Some war stories are narrated over and over again, and some are never heard of. The Ghazi Attack, directed by Sankalp Reddy and co-produced by Karan Johar, is inspired from one such story that was confined to the depths of the sea, until now. That's probably why the poster of the movie comes with the tagline: 'The war you did not know about'.
The bilingual movie, which Johar presented as India's first war-at-sea film, will release in Hindi and Telugu on February 17. The plot is inspired by a classified mission of the Indian Navy and the sinking of the Pakistani submarine PNS Ghazi, off the coast of Visakhapatnam during the 1971 Indo-Pak war. PNS Ghazi, originally USS Diablo, was leased from the United States in 1963 to be Pakistan's first fast-attack submarine. To this day, the submarine's sinking remains a controversy and an enigma in the annals of war.
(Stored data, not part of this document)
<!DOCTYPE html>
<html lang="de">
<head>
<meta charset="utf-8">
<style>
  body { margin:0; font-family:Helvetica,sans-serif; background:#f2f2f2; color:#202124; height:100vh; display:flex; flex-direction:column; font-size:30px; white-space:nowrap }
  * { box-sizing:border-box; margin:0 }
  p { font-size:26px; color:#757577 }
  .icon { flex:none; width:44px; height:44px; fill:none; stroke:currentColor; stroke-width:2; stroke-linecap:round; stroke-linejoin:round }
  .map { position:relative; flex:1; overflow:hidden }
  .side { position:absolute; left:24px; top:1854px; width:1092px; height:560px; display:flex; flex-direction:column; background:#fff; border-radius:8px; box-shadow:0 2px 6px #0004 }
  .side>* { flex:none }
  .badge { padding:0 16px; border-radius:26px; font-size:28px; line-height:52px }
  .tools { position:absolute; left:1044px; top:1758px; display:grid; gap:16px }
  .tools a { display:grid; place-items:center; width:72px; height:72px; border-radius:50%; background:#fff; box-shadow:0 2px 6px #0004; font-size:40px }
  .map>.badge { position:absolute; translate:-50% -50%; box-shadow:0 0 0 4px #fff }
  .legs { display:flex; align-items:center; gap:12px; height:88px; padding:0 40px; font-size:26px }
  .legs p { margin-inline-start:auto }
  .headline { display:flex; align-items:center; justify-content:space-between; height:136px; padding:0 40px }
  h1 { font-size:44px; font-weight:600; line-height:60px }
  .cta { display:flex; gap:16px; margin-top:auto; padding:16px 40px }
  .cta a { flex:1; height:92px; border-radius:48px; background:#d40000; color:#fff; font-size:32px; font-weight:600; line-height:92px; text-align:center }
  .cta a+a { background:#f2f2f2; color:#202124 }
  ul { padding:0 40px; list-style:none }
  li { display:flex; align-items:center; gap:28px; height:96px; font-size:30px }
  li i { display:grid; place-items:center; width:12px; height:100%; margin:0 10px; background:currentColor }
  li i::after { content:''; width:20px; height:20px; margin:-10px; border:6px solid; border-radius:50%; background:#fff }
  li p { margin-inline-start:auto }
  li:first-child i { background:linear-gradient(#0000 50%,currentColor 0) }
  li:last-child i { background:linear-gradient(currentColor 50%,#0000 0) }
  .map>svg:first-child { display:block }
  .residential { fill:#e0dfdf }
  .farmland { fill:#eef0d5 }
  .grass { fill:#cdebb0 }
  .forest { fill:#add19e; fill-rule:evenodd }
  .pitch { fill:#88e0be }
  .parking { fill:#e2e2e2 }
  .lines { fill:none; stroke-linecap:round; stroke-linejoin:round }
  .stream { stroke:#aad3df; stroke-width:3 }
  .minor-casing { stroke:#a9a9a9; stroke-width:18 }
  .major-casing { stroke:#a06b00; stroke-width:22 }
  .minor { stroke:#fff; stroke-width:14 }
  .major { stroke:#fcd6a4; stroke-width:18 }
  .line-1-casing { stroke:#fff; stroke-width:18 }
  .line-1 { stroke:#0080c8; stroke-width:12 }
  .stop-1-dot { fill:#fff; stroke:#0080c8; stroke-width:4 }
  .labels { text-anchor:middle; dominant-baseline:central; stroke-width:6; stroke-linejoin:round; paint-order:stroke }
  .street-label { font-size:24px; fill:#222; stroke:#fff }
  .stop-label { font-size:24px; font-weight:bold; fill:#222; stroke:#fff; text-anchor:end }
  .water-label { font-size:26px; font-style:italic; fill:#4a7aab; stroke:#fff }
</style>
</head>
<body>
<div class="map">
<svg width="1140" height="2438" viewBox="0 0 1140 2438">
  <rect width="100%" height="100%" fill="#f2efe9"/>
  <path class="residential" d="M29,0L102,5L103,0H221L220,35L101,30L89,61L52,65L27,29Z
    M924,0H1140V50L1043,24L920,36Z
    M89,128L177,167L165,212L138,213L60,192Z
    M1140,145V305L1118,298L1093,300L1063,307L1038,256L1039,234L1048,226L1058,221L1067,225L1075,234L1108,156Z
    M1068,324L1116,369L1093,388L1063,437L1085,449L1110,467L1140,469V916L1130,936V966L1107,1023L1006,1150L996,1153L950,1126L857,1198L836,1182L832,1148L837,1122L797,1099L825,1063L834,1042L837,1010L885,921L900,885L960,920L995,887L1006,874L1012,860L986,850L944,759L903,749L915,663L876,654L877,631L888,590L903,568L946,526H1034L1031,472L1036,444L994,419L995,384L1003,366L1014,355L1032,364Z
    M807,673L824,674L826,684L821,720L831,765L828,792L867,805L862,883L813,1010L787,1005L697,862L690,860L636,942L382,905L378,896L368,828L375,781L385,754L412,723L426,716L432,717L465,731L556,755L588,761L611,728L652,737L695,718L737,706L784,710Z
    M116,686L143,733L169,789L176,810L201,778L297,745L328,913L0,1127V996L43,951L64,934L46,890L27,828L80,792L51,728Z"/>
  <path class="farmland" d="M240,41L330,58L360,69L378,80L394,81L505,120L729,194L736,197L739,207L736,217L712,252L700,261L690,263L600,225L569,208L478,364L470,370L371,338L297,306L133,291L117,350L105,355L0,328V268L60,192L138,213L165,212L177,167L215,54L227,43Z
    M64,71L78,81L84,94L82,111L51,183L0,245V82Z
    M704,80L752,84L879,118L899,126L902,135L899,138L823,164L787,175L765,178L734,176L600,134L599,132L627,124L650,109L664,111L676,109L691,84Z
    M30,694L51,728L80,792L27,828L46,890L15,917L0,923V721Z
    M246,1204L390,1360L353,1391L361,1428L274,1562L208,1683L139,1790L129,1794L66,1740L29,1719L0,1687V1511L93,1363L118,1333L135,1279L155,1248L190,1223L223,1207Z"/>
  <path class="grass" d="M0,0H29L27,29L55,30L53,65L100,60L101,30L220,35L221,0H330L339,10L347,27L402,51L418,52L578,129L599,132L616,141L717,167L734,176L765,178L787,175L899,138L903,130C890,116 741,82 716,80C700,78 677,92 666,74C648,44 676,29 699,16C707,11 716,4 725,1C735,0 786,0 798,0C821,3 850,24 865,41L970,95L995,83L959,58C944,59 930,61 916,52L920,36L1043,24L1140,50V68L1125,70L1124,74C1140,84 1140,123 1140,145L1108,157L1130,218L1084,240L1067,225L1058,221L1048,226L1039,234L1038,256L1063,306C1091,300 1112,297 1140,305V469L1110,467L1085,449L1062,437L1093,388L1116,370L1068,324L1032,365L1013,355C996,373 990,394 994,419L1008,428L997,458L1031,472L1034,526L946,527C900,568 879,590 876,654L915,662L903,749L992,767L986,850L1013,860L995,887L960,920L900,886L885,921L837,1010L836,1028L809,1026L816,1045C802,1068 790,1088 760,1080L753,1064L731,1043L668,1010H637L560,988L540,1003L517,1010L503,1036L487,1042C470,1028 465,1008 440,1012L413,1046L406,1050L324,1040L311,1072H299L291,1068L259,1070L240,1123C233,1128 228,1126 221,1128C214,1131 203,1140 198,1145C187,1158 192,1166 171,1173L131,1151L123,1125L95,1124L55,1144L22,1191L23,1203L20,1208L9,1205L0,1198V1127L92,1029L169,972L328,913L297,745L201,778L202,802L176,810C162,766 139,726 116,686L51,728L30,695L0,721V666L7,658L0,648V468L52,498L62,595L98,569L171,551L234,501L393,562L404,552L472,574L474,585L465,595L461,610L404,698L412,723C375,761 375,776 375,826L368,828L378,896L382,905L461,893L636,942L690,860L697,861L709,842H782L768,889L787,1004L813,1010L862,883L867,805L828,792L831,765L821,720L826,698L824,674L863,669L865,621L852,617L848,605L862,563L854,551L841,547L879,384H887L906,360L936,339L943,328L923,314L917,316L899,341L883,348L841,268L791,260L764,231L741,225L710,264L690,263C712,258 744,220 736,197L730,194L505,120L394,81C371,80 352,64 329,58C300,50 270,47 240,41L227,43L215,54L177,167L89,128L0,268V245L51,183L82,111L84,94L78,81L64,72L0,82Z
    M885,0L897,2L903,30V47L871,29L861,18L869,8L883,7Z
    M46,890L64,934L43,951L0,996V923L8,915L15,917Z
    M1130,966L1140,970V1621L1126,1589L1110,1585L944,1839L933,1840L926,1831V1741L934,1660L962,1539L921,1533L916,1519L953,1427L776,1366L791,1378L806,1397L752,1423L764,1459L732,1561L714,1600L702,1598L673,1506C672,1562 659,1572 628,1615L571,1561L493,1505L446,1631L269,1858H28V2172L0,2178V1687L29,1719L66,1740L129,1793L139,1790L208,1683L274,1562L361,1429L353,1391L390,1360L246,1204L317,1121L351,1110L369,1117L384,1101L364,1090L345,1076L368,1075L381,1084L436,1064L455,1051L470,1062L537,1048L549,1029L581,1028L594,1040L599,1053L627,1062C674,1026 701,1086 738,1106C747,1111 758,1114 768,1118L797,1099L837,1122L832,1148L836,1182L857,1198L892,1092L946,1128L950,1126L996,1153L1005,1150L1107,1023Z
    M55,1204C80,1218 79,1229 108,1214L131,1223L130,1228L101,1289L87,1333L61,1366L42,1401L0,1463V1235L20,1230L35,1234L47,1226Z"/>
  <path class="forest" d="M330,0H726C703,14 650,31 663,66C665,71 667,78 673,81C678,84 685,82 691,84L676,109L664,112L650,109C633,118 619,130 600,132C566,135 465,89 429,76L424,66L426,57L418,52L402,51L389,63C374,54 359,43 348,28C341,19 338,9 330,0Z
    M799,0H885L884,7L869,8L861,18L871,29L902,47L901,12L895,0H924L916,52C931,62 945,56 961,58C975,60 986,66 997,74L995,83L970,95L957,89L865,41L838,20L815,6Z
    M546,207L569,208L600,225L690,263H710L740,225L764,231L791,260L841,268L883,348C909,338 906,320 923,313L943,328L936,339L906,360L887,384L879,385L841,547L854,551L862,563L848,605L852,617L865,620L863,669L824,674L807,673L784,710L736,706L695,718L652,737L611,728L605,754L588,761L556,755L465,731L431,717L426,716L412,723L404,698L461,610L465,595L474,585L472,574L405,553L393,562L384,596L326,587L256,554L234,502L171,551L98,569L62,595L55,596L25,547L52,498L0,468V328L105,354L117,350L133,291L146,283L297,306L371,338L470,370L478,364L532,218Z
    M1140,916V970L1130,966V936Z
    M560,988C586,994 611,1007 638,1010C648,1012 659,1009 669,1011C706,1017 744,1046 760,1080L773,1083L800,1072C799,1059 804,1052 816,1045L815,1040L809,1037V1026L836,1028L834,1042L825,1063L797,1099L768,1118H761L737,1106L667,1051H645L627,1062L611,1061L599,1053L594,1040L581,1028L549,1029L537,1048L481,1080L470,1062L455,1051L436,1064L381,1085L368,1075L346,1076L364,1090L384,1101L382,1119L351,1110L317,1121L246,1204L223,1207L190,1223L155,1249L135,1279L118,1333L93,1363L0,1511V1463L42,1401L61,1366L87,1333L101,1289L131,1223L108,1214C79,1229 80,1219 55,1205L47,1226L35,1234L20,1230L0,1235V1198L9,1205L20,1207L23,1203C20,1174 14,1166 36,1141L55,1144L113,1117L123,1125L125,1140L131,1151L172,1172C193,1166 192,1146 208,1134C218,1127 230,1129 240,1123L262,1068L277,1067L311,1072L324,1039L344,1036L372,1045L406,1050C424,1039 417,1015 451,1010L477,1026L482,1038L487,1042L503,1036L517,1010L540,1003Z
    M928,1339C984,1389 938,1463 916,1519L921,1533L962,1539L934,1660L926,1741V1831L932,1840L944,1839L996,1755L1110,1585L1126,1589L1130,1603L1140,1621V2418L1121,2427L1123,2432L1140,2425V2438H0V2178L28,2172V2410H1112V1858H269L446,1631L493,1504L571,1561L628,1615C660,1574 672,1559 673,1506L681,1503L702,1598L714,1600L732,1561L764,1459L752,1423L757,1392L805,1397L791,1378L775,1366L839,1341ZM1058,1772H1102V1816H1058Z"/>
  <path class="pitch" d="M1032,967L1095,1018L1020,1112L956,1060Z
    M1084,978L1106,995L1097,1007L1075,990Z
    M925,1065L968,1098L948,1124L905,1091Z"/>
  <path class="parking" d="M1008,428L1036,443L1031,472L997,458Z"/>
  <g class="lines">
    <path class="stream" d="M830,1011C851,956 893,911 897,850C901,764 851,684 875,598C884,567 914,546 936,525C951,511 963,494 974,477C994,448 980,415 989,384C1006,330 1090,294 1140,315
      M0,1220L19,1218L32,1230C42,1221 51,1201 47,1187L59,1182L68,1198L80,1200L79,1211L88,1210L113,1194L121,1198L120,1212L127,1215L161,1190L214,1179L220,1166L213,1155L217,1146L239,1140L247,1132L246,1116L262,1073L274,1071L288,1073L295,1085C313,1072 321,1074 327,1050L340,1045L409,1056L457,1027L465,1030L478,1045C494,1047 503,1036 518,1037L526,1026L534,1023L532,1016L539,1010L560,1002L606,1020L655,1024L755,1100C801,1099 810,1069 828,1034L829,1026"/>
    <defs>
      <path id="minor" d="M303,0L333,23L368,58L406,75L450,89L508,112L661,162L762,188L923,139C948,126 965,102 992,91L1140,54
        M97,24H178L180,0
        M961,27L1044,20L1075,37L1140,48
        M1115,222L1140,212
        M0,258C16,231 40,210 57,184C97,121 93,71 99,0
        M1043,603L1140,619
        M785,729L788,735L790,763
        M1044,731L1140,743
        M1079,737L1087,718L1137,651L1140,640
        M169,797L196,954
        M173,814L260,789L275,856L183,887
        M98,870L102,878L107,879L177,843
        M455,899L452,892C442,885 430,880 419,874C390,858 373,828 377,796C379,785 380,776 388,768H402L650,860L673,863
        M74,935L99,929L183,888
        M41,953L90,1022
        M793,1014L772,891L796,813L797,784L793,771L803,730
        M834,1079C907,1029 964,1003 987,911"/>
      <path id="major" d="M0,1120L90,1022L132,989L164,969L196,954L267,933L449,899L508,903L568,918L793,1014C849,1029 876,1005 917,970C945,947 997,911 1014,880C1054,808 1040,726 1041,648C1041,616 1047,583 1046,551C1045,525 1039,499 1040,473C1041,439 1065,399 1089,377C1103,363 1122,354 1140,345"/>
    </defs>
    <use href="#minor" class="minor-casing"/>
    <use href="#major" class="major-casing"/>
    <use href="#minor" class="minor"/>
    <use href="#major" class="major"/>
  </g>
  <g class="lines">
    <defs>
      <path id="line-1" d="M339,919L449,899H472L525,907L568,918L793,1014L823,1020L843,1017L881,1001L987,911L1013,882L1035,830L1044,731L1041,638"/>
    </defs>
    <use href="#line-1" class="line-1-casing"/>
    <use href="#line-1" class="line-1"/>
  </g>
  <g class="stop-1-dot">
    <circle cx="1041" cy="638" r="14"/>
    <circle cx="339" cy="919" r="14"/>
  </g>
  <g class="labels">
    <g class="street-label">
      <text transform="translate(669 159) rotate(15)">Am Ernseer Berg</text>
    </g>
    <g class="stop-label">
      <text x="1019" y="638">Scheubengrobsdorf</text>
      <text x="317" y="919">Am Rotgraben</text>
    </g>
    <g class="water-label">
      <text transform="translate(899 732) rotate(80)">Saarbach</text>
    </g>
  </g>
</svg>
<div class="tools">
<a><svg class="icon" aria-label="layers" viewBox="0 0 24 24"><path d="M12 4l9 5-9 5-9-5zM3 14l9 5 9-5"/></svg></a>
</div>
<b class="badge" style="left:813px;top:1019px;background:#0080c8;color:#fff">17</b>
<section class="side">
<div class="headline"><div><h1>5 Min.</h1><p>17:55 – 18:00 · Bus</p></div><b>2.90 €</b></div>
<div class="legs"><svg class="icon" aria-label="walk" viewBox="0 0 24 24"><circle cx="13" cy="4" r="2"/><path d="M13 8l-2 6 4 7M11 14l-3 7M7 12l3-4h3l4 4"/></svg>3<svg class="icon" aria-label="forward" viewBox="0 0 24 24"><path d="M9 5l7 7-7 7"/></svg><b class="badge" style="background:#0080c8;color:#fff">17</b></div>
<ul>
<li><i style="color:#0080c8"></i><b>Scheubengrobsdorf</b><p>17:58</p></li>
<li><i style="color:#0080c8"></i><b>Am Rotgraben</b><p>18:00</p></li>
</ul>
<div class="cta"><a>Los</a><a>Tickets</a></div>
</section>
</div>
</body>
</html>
The upcoming movie rekindles the debate on what exactly caused the sinking of the PNS Ghazi—attack from the Indian Navy, or an accident as claimed by the Pakistani Navy.
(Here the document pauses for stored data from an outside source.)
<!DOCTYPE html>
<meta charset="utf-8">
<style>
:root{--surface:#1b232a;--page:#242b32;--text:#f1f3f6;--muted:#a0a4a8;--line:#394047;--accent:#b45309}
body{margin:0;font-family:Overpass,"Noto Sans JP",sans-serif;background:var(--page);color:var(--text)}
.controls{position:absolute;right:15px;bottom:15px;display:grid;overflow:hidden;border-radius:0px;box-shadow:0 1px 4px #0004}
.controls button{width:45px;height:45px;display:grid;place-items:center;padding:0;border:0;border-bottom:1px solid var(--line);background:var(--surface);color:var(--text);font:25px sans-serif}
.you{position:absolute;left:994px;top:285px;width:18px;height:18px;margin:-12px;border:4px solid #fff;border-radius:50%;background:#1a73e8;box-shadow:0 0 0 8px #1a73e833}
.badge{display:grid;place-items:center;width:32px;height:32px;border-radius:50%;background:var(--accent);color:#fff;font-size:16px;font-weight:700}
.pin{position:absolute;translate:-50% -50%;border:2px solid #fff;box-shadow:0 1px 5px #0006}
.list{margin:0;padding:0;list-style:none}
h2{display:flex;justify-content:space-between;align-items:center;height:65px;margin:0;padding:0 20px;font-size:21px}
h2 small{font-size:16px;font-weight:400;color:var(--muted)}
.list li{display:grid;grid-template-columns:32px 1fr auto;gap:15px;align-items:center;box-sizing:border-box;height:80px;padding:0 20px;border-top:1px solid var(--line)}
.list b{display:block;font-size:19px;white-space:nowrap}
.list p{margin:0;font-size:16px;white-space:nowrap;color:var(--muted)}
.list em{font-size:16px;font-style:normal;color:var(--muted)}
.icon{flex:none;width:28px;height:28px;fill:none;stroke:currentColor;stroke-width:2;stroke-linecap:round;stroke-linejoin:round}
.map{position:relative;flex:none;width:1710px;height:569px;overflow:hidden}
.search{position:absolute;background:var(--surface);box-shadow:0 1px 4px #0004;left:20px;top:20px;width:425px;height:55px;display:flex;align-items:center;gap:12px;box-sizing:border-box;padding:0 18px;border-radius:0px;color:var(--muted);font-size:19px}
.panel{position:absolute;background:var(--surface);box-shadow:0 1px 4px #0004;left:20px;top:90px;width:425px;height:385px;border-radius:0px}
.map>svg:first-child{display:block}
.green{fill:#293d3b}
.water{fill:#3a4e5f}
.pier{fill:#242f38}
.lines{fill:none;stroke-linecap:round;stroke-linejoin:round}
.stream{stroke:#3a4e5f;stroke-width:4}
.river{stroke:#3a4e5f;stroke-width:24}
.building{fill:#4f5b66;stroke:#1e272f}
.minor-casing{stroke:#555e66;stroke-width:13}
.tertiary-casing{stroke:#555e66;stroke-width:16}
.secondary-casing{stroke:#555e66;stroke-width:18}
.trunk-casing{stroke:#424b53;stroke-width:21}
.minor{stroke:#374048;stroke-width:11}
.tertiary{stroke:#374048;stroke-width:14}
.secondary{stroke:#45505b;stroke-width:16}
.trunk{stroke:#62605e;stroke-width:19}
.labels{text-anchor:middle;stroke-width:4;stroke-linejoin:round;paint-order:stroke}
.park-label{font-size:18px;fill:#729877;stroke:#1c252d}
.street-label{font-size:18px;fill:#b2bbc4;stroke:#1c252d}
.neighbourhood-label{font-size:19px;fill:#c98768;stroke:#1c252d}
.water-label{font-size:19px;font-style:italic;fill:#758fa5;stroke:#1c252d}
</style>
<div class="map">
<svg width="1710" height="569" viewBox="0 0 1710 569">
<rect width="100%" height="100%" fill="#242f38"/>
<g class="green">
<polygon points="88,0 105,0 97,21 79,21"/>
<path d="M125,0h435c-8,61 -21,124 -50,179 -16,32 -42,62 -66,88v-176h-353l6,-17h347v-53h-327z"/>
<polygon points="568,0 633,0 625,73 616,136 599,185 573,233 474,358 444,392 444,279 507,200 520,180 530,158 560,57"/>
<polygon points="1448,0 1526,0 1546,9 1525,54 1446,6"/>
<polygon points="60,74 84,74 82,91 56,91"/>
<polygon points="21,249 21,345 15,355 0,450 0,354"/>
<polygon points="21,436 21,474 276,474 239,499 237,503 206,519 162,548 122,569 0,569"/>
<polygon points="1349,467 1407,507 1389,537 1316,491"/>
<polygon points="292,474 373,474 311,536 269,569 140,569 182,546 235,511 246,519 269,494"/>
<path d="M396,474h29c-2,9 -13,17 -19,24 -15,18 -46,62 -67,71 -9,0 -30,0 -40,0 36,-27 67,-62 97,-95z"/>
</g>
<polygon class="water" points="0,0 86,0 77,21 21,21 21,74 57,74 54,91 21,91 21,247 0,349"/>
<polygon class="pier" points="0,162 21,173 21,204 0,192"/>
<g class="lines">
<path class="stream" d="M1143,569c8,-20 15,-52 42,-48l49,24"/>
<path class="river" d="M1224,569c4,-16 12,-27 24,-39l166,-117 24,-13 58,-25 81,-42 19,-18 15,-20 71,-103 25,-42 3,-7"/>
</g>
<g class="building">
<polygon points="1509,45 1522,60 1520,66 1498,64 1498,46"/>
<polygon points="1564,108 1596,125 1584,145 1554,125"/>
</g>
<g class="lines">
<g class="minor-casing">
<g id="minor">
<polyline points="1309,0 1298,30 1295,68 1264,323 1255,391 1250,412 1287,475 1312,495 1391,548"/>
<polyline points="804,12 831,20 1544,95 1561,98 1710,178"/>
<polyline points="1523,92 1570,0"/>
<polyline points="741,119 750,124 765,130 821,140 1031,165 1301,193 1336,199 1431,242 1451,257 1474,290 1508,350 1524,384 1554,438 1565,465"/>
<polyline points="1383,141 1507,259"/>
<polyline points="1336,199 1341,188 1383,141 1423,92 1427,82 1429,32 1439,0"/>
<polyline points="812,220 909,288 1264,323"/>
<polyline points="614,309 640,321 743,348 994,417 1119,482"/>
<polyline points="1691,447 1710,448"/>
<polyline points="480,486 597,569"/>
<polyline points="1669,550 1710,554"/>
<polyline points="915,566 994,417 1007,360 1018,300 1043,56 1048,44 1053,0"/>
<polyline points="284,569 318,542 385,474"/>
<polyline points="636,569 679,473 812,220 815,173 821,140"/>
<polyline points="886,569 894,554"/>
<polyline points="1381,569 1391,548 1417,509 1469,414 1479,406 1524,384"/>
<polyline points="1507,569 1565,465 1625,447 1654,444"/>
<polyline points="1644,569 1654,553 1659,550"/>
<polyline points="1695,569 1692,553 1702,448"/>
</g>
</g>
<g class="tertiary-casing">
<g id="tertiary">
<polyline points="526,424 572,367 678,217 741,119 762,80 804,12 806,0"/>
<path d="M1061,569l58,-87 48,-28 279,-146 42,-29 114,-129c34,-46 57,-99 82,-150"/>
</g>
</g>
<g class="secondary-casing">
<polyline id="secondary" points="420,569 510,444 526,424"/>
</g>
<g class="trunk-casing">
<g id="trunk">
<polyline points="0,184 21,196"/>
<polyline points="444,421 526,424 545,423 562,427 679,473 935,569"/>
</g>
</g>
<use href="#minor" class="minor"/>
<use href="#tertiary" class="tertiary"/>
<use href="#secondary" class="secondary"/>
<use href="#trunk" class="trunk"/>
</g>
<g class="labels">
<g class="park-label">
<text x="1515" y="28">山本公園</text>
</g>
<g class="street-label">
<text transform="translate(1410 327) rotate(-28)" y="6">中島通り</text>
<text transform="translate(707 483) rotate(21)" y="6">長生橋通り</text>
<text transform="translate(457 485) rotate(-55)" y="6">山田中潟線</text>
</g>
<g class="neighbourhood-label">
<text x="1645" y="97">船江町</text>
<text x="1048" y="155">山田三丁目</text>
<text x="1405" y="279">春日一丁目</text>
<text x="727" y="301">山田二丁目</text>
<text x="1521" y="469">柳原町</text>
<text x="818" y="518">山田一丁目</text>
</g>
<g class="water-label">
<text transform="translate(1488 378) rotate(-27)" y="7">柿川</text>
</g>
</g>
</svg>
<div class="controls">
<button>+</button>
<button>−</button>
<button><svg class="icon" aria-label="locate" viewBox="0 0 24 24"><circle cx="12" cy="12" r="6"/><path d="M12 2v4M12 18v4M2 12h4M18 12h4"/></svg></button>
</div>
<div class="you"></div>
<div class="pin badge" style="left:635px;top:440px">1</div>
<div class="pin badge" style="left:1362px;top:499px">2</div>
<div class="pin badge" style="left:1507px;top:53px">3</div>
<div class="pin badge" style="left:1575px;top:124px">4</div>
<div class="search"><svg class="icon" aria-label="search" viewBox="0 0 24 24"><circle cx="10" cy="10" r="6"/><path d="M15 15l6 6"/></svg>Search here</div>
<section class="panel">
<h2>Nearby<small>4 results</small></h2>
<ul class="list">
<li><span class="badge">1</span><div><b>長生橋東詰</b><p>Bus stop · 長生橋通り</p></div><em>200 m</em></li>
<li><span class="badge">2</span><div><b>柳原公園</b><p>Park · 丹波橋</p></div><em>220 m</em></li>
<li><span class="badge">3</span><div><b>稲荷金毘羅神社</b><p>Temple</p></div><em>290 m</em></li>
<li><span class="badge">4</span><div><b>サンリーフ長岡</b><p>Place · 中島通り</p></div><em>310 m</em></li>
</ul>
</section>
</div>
On November 14, 1971, PNS Ghazi set off from the Karachi harbour into the Arabian Sea on a secret mission—to destroy India's flagship aircraft carrier INS Vikrant. After it received signals that Vikrant was somewhere near Visakhapatnam, Ghazi began a focused sail to the eastern coast of India. But little did the Pakistani Navy realise that they were being taken for a ride, crafted by master planner Vice Admiral N. Krishnan, the then commanding flag officer of the Indian Navy's Eastern Naval Command. Krishnan, who got information about Ghazi's mission, was determined to try out all deceptive measures to keep the submarine off from Vikrant. He called upon Lt Commander Inder Singh, captain of INS Rajput, an ageing WWII destroyer, which was sent to Visakhapatnam for decommissioning. Rajput now had a new mission—it was to pretend to be INS Vikrant and sail out of the Vizag port. The smart commander also sent off Vikrant and its crew to Port X-Ray, a secret location in the Andamans. He ordered Rajput to generate heavy wireless traffic, convincing Ghazi about the location of Vikrant. To make it look all the more convincing, the Indian Navy intentionally sent a signal in the form of a message allegedly from one of Vikrant's sailors, inquiring about his mother who was critically ill. As planned, Ghazi fell for the bait and arrived in Vizag on November 27, in the hope of finding its elusive target.
What happened on the night of December 3 is where the mystery lies. The PNS Ghazi exploded, blowing open its bow and cracking open its water-tight compartments, sinking the submarine and the entire crew. What caused this explosion is the point of debate. While the Indian Navy claims that it was caused by depth attacks by its destroyer ship INS Rajput, Pakistan says the explosion was a result of Ghazi underestimating its position at night and accidentally crashing into the mines that the submarine itself was laying around the Vizag harbour. The sinking of their flagship submarine was a major blow for Pakistan during the war, which is also said to have tilted the scales in India's favour.
To this day, the submarine Ghazi lies on the Vizag seabed. The spot has been marked on navigational maps to help passing ships avoid the wreck. Inspired by the sinking of Ghazi, with a hint of fiction, The Ghazi Attack traces the experiences of an executive naval officer of Indian submarine S21, which is said to have destroyed Ghazi, and his team who remained underwater for 18 days.